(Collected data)
+ + + +

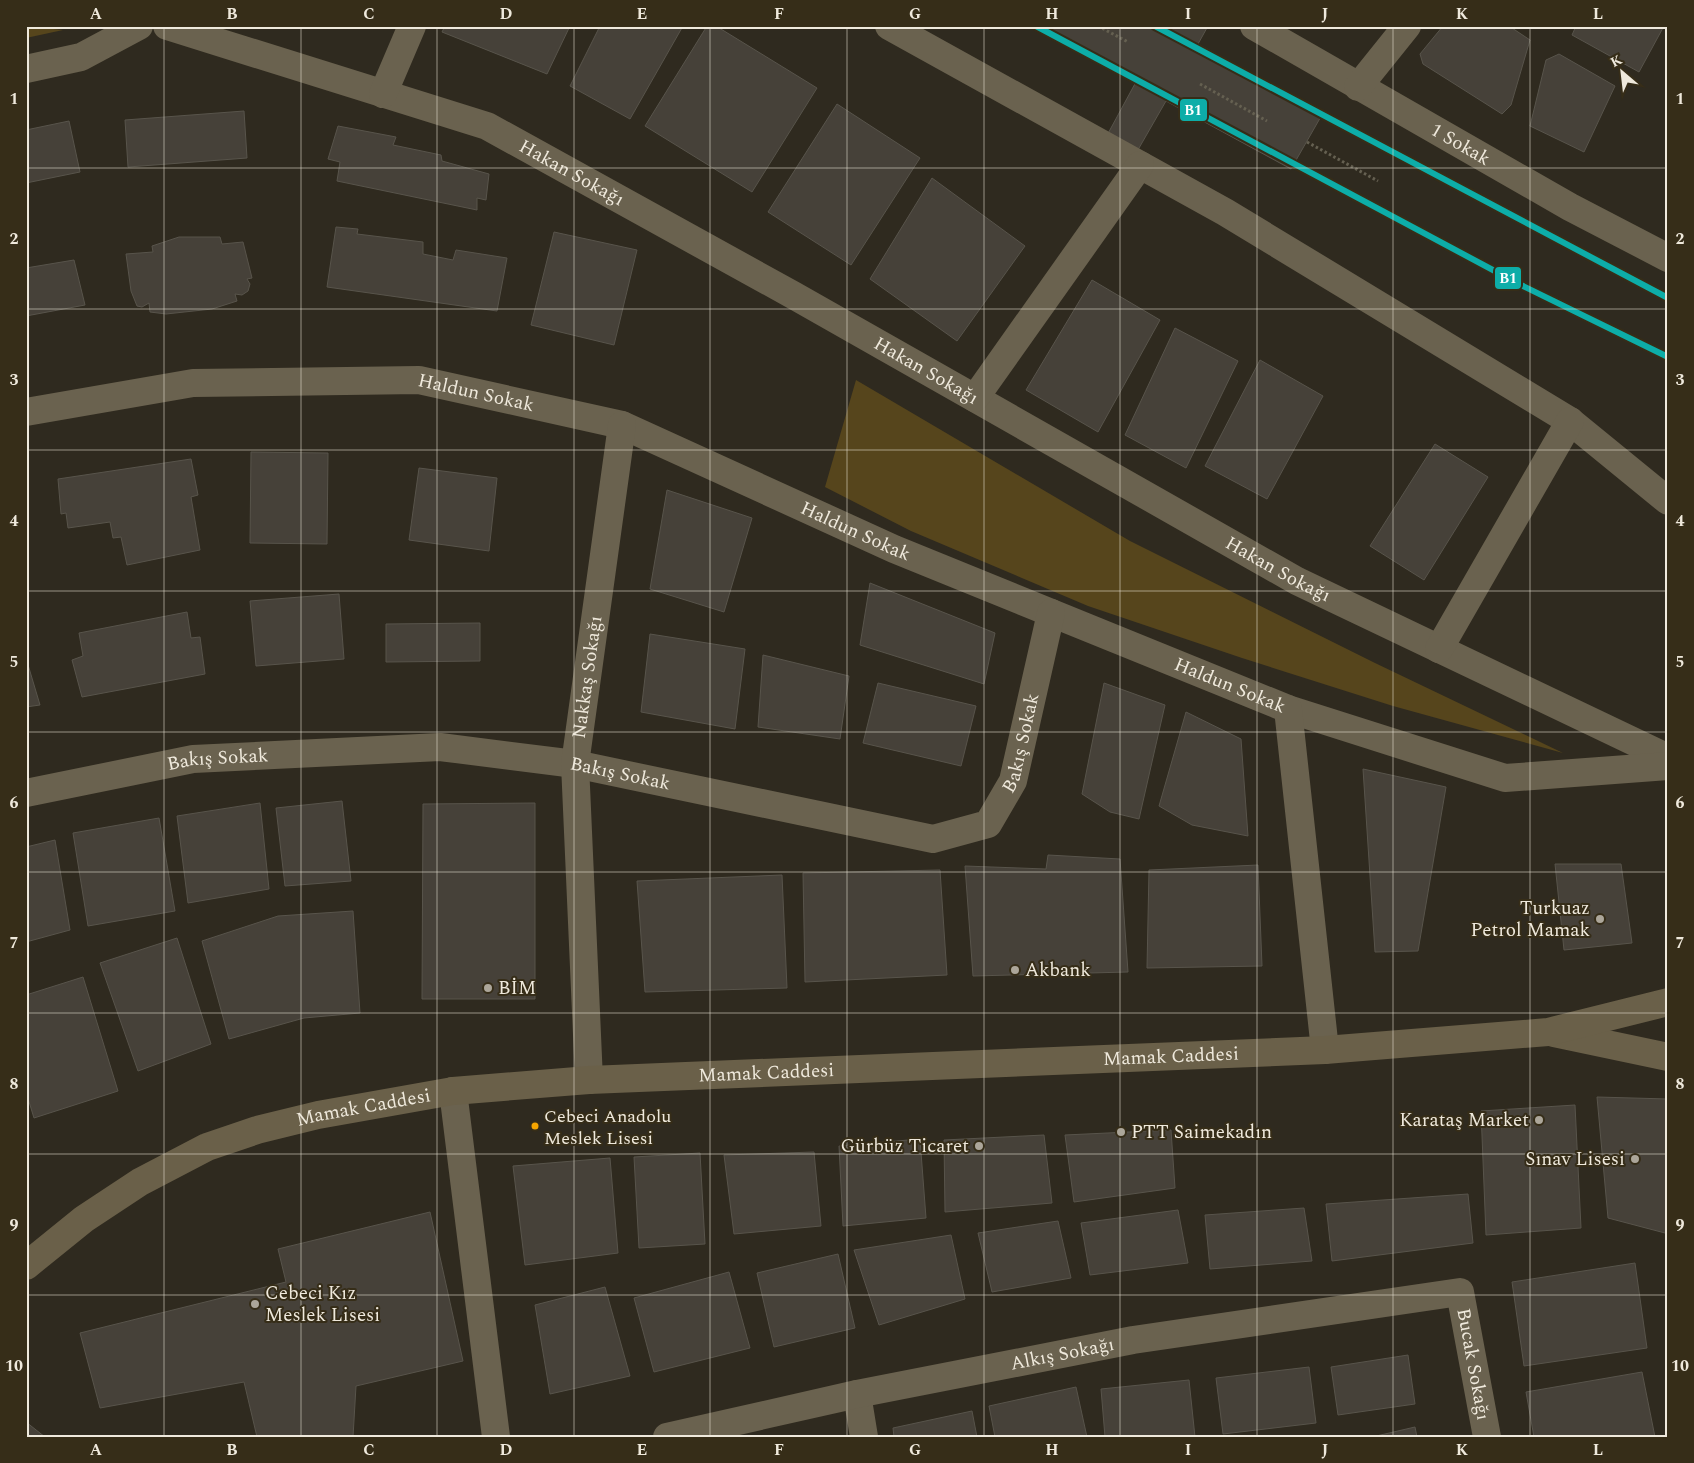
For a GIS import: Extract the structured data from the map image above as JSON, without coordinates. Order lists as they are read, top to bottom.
{
  "streets": {
    "main road": ["Mamak Caddesi"],
    "street": [
      "1 Sokak",
      "Hakan Sokağı",
      "Haldun Sokak",
      "Nakkaş Sokağı",
      "Bakış Sokak",
      "Alkış Sokağı",
      "Bucak Sokağı"
    ]
  },
  "crossings": [
    ["Haldun Sokak", "Nakkaş Sokağı"],
    ["Haldun Sokak", "Bakış Sokak"],
    ["Nakkaş Sokağı", "Bakış Sokak"],
    ["Nakkaş Sokağı", "Mamak Caddesi"],
    ["Alkış Sokağı", "Bucak Sokağı"]
  ],
  "places": [
    "Turkuaz Petrol Mamak",
    "Akbank",
    "BİM",
    "Karataş Market",
    "Cebeci Anadolu Meslek Lisesi",
    "PTT Saimekadın",
    "Gürbüz Ticaret",
    "Sınav Lisesi",
    "Cebeci Kız Meslek Lisesi"
  ],
  "lines": ["transit line B1"],
  "north": "top left",
  "grid": {
    "columns": [
      "A",
      "B",
      "C",
      "D",
      "E",
      "F",
      "G",
      "H",
      "I",
      "J",
      "K",
      "L"
    ],
    "rows": [
      "1",
      "2",
      "3",
      "4",
      "5",
      "6",
      "7",
      "8",
      "9",
      "10"
    ]
  }
}
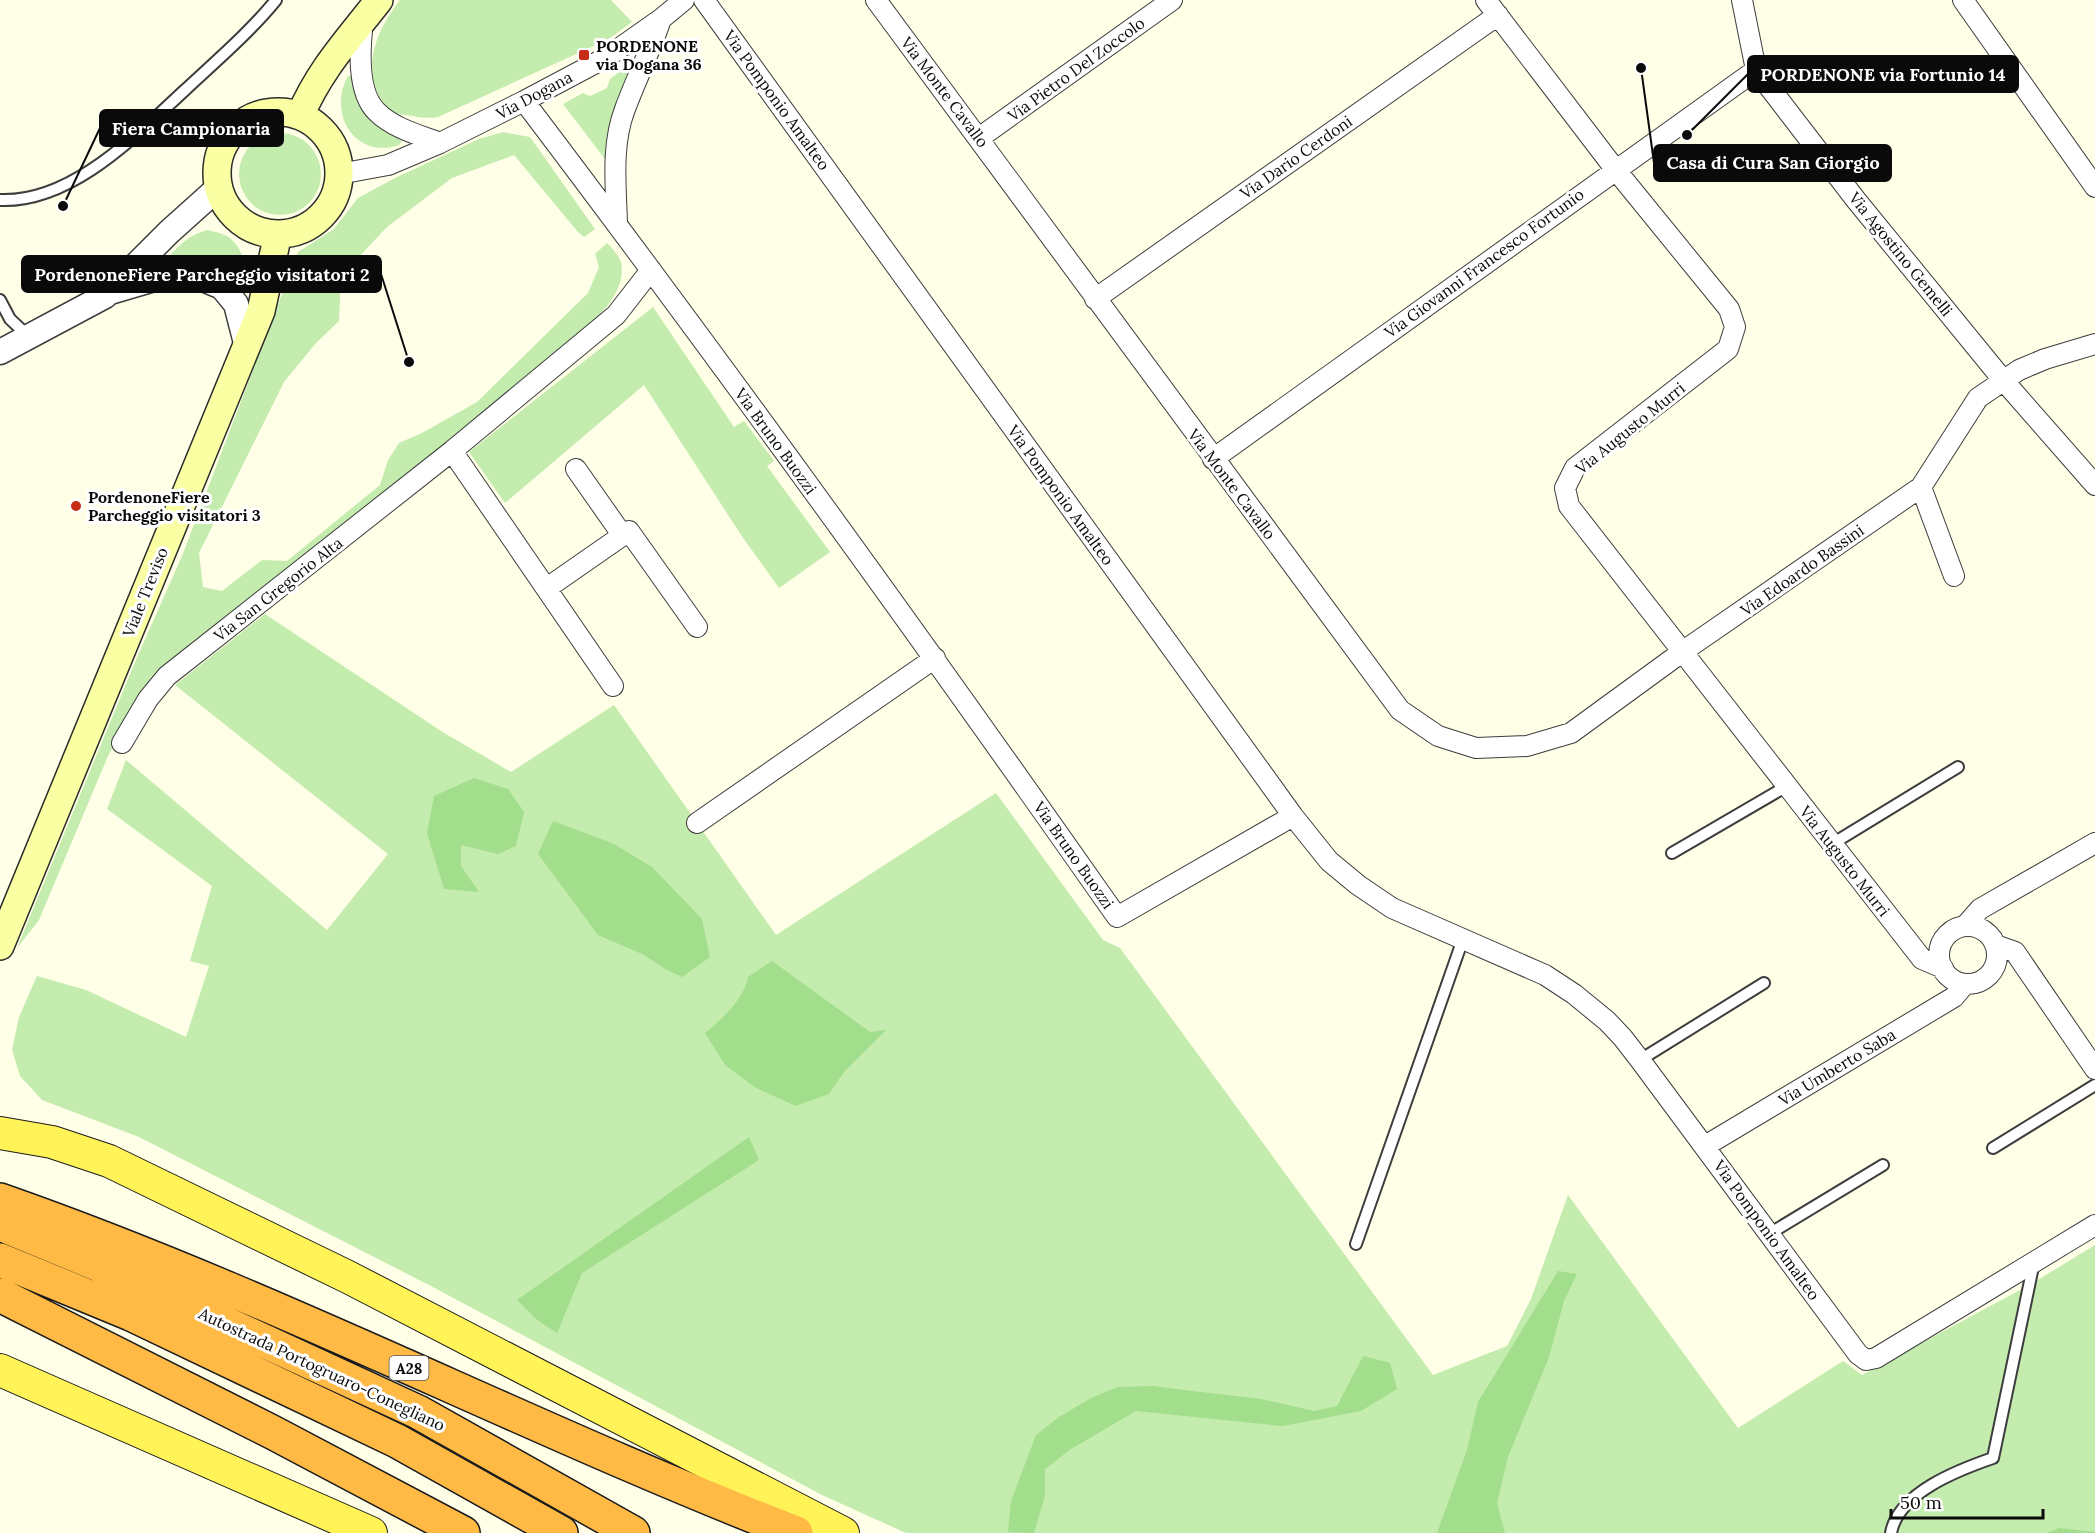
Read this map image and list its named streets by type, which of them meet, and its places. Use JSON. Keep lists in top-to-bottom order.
{
  "streets": {
    "highway": ["A28", "Autostrada Portogruaro-Conegliano"],
    "main road": ["Viale Treviso"],
    "street": [
      "Via Pietro Del Zoccolo",
      "Via Monte Cavallo",
      "Via Dogana",
      "Via Pomponio Amalteo",
      "Via Dario Cerdoni",
      "Via Agostino Gemelli",
      "Via Giovanni Francesco Fortunio",
      "Via Augusto Murri",
      "Via Bruno Buozzi",
      "Via Edoardo Bassini",
      "Via San Gregorio Alta",
      "Via Umberto Saba"
    ]
  },
  "crossings": [
    ["Via Pietro Del Zoccolo", "Via Monte Cavallo"],
    ["Via Monte Cavallo", "Via Dario Cerdoni"],
    ["Via Monte Cavallo", "Via Giovanni Francesco Fortunio"],
    ["Via Monte Cavallo", "Via Augusto Murri"],
    ["Via Monte Cavallo", "Via Edoardo Bassini"],
    ["Via Dogana", "Via Bruno Buozzi"],
    ["Via Dogana", "Viale Treviso"],
    ["Via Pomponio Amalteo", "Via Bruno Buozzi"],
    ["Via Pomponio Amalteo", "Via Umberto Saba"],
    ["Via Dario Cerdoni", "Via Augusto Murri"],
    ["Via Agostino Gemelli", "Via Giovanni Francesco Fortunio"],
    ["Via Agostino Gemelli", "Via Edoardo Bassini"],
    ["Via Giovanni Francesco Fortunio", "Via Augusto Murri"],
    ["Via Augusto Murri", "Via Edoardo Bassini"],
    ["Via Augusto Murri", "Via Umberto Saba"],
    ["Via Bruno Buozzi", "Via San Gregorio Alta"],
    ["A28", "Autostrada Portogruaro-Conegliano"]
  ],
  "places": {
    "transit": ["PORDENONE via Dogana 36"],
    "other": [
      "Casa di Cura San Giorgio",
      "PORDENONE via Fortunio 14",
      "Fiera Campionaria",
      "PordenoneFiere Parcheggio visitatori 2",
      "PordenoneFiere Parcheggio visitatori 3"
    ]
  },
  "scale_bar": "50 m"
}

+ + + +

• TO DO: All that is needed is how many lines of the data contain "Conegliano", stated as a number.

• RESPONSE FOR THIS EXERCISE: 2